According to McPhail, what well-wishers almost never saw were the times after a leg of the swim when Howard would come to shore and collapse on the riverbed, waiting for her team to rescue her as she curled up into a fetal position absolutely exhausted by a river that never relents.
What distant supporters never saw were the times when emotions ran low and a laugh was needed and it would be McPhail - the very woman responsible for Howard jumping in the river in the first place - who would provide a chuckle either in the canoe beside Howard or during camp at night.
They weren't witness to the comedy when a black dog fell into the river. Howard - who had been trained to do this if one her teammates fell in the river - instinctively tossed a throw bag at the bewildered mutt (yes the dog survived).
They weren't there for the evening of terror near the Shames stretch when most of the team hid in fear from a howling wolf that never approached, but made its presence known until morning.
Throughout it all there was Team Howard, which was not limited to the offshore crew. There was also an onshore team making sure that Howard's swim was received well at the different stops on the journey - and Saturday in Port Edward was no different.
Organizers such as Ingrid Granlin, spoke briefly to the Daily News - in between running from one spot of the Cannery grounds with a flat of Diet Coke to another spot of the Cannery grounds to make sure parking did not get out of hand - about how the communities have received the swim.
"We are realizing just how important the Skeena is to people in the Northwest," said Granlin.
Granlin then ran away because two tourists in a behemoth Winnebago with a sedan hauled behind were taking up too much parking space.
Salmon were jumping all over the passage as Howard approached North Pacific's landing dock. Many observers noted their behaviour and remarked that this was what it was all about. Amongst them were Howard's parents, Alex and Jim from Ottawa, there at the end just as they had been during the other large moments of Howard's life.

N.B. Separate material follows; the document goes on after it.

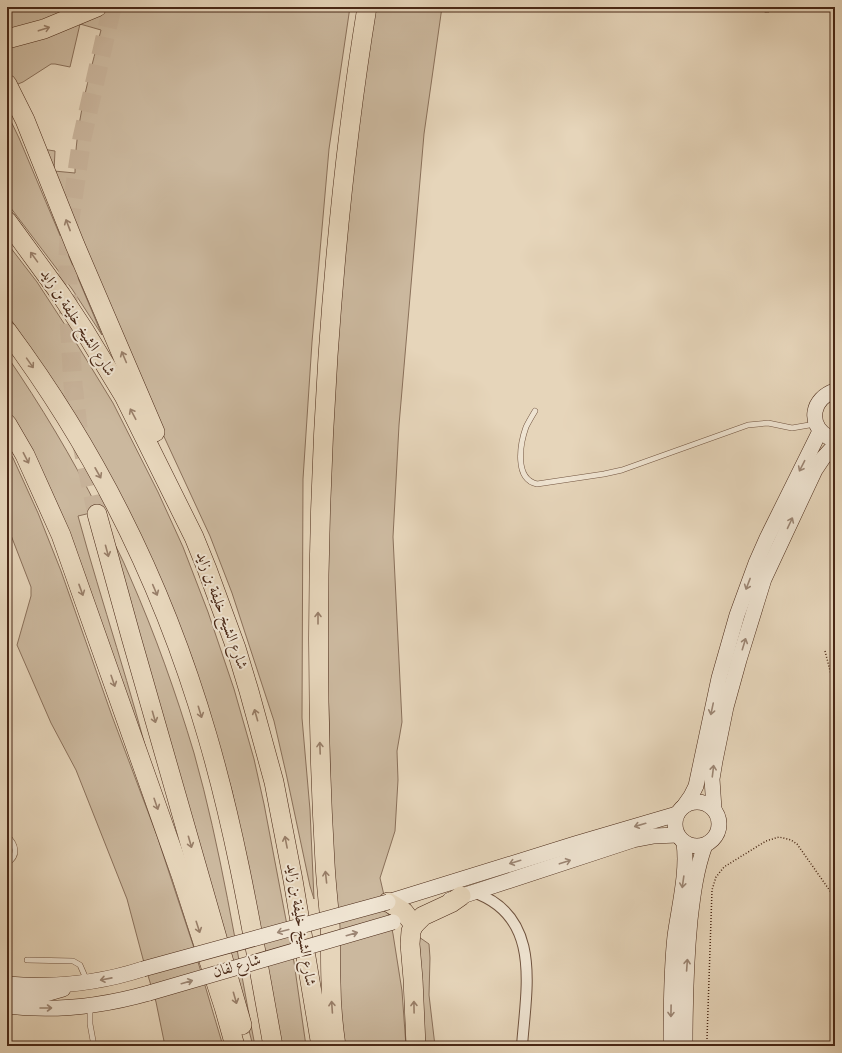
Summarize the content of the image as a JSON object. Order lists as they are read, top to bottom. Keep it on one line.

"As we have said often," said father Jim before Howard made it to shore, "we've always been proud of all of our kids. But now we are in awe of Ali."
Asked what he made of it all, now that his daughter had made it to shore, Jim's voice wavered and his eyes moistened as he walked gingerly down the cannery's boardwalk.
"I'm a bit weepy right now. I'm not a religious man by any means. But I have been on rivers all my life and have been lucky, so to see her come out of the river was a relief. There is a spirit out there for sure. I'm a believer today."
Asked about her father's comments, Howard could not have agreed more.
"This was an enchanted trip. There absolutely was a spirit with us," said Howard. "The conditions could not have been better and everything that was needed was provided for."
After lunch, Howard and her team were treated to a collection of signing, speeches and gift presentations from dignitaries and honoured guests… and several standing ovations.
And when it was time for Howard to speak, the swimmer who was visibly spent from her journey approached the microphone. Before she spoke, she stared at her 10-member team as if she was unable to summon words without their energy.
Something was happening, though no one in the crowd could say just what it was until a jumble of words came out of Howard's mouth. But her team knew full well.
"I'm just a normal person who did something neat," understated Howard, perhaps yet unable to fully grasp her monumental achievement.
It all seemed peculiar to her - not unwelcome, but strange. She had become a celebrity and symbol for a cause she believed in. Kids with Ali Howard training cards asked her to sign their cards. A man asked her to sign a T-shirt for him. An interview was almost impossible because so many people wanted to meet her and greet her or just shake her hand. She had become something different and something more.
She had left a 33-year old water polo player and resort chef. Now she was Michael Phelps and David Suzuki rolled into one. The swim had changed her life forever. There was no going back now.
"I hope to remain part of the discussion about the watershed's future. I would be privileged and honoured to be part of that."
How could a discussion begin without her?